Outro ponto que gera confusão é o formato da matrícula, que pode ser presencial ou totalmente online, a depender da instituição. Universidades federais de maior porte, por exemplo, costumam liberar sistemas próprios de matrícula digital, enquanto campi menores ainda exigem o comparecimento físico do estudante ou de um responsável legal. Por isso, a orientação de instituições de ensino é que o candidato não espere o último dia do prazo para reunir a papelada, já que problemas como documentos incompletos ou pendências acadêmicas podem inviabilizar a confirmação da vaga dentro do período estipulado.
Vale reforçar que, assim como no Sisu regular, não existe segunda chamada dentro do Sisu+. Quem perder o prazo de matrícula corre o risco de ter a vaga repassada ao próximo candidato da lista de espera, sem possibilidade de recurso posterior. Essa regra rígida é um dos motivos pelos quais o tema voltou a ganhar força nas buscas de estudantes nesta primeira quinzena de julho, período em que boa parte das convocações está sendo divulgada.
Impacto para quem está fora do prazo regular
Para estudantes que concorreram a cursos concorridos e não conseguiram vaga nem na chamada regular nem na primeira leva de convocações do Sisu+, a orientação é continuar acompanhando o painel de vagas remanescentes de cada universidade. Algumas instituições reabrem oportunidades ao longo do semestre, especialmente em cursos noturnos ou em campi do interior, onde a procura costuma ser menor.
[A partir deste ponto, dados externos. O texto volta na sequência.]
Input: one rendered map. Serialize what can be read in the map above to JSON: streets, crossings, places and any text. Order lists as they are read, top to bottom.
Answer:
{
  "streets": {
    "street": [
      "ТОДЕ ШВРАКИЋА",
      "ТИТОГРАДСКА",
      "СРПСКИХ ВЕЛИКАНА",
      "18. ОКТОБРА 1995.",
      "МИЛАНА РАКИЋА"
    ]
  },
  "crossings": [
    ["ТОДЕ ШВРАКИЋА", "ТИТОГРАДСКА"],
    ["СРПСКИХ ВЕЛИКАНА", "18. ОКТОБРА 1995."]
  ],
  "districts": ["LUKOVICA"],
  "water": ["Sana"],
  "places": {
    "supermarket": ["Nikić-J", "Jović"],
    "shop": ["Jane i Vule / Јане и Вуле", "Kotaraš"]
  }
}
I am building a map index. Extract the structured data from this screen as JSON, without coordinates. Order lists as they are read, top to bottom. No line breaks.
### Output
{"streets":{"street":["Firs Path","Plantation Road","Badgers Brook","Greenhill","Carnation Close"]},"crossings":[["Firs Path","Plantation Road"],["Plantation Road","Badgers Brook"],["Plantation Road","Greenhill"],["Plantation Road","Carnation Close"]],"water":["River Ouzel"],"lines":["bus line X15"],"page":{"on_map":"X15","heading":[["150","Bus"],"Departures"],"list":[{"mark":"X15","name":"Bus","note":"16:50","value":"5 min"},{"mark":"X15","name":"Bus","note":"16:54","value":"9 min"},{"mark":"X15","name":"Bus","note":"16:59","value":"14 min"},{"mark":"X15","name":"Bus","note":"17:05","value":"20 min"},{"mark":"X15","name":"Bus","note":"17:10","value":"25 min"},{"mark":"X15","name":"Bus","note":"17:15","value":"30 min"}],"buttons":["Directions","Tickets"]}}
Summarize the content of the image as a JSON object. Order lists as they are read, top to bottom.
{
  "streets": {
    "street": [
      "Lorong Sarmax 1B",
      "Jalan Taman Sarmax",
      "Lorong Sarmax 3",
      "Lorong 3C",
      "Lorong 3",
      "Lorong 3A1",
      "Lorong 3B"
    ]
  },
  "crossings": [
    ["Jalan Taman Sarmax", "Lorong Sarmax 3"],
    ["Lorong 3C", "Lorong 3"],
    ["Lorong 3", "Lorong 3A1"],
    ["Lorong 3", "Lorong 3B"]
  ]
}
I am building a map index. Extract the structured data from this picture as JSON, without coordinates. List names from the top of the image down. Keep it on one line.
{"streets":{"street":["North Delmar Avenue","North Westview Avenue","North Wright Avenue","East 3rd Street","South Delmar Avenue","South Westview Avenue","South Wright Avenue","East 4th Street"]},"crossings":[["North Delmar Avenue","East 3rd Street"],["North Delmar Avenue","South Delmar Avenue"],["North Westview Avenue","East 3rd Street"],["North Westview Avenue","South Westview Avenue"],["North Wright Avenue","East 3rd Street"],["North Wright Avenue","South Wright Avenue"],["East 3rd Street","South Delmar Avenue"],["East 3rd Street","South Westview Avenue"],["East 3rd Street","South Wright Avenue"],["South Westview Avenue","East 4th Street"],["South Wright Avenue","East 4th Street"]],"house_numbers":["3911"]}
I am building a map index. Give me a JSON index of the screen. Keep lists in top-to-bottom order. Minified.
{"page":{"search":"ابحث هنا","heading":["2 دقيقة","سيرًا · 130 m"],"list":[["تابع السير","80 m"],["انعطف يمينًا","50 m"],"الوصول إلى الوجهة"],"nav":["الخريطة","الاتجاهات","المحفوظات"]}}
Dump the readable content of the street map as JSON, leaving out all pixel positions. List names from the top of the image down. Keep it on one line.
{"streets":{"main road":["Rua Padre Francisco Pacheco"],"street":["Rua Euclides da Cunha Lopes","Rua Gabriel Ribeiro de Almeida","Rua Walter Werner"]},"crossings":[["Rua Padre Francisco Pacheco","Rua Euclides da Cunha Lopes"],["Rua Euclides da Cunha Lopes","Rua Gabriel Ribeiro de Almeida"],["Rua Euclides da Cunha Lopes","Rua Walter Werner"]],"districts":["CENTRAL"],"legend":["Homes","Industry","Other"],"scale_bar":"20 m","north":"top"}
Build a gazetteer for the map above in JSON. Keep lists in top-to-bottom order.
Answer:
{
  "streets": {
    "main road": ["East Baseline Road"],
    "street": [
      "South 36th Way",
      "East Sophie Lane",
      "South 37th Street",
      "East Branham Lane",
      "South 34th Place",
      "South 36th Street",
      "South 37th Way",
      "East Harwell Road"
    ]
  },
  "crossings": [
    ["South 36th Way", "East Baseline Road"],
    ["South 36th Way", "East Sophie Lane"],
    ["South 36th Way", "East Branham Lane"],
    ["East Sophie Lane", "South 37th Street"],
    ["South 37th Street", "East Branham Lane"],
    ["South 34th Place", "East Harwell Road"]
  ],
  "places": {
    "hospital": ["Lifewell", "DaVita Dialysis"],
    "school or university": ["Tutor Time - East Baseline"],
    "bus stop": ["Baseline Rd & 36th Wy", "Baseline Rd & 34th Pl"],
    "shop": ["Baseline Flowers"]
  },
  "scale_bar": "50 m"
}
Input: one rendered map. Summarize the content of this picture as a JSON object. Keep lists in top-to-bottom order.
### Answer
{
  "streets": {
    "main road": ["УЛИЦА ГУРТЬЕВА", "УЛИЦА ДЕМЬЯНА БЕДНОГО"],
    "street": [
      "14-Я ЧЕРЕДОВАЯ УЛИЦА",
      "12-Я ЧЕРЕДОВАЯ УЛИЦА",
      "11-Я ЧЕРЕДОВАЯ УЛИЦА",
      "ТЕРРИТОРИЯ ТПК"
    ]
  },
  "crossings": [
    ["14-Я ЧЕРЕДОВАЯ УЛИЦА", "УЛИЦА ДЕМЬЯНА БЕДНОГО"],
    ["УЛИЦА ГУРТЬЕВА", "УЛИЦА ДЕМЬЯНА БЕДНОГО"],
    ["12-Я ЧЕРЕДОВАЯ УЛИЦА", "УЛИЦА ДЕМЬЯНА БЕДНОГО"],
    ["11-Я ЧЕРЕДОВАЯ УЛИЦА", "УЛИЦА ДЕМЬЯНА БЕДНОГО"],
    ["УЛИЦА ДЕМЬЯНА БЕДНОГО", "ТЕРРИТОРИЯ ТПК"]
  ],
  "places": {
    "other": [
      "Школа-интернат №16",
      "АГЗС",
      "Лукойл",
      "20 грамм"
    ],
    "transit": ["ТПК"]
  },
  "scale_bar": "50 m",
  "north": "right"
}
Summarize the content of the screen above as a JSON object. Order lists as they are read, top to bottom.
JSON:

Também é possível, em paralelo, buscar vagas remanescentes por meio de processos seletivos próprios de outras universidades, que não dependem do Sisu.
Além disso, quem não conseguir vaga pelo Sisu+ ainda pode recorrer a outros programas de acesso ao ensino superior, como o Prouni, para instituições privadas, ou linhas de financiamento estudantil oferecidas por bancos públicos. A combinação de diferentes portas de entrada tem sido cada vez mais comum entre candidatos que priorizam determinado curso ou determinada cidade e preferem aguardar por uma nova oportunidade a aceitar uma vaga fora do perfil desejado.
O cronograma apertado do Sisu+ reflete uma tendência recente do MEC de acelerar o preenchimento de vagas ociosas nas universidades públicas logo no início do segundo semestre letivo. Para o estudante, isso significa que a atenção aos prazos se tornou ainda mais decisiva do que em edições anteriores do processo seletivo, quando havia mais tempo entre a divulgação do resultado e a efetivação da matrícula.
Quem está nessa fase de matrícula deve, antes de tudo, confirmar o status da própria inscrição no Portal de Acesso Único e verificar se a universidade já divulgou o edital de convocação para a lista de espera. Em caso de dúvida sobre documentos ou prazos, o canal mais seguro é a secretaria acadêmica da instituição, e não grupos informais de redes sociais, onde circulam informações desatualizadas ou até equivocadas sobre o processo.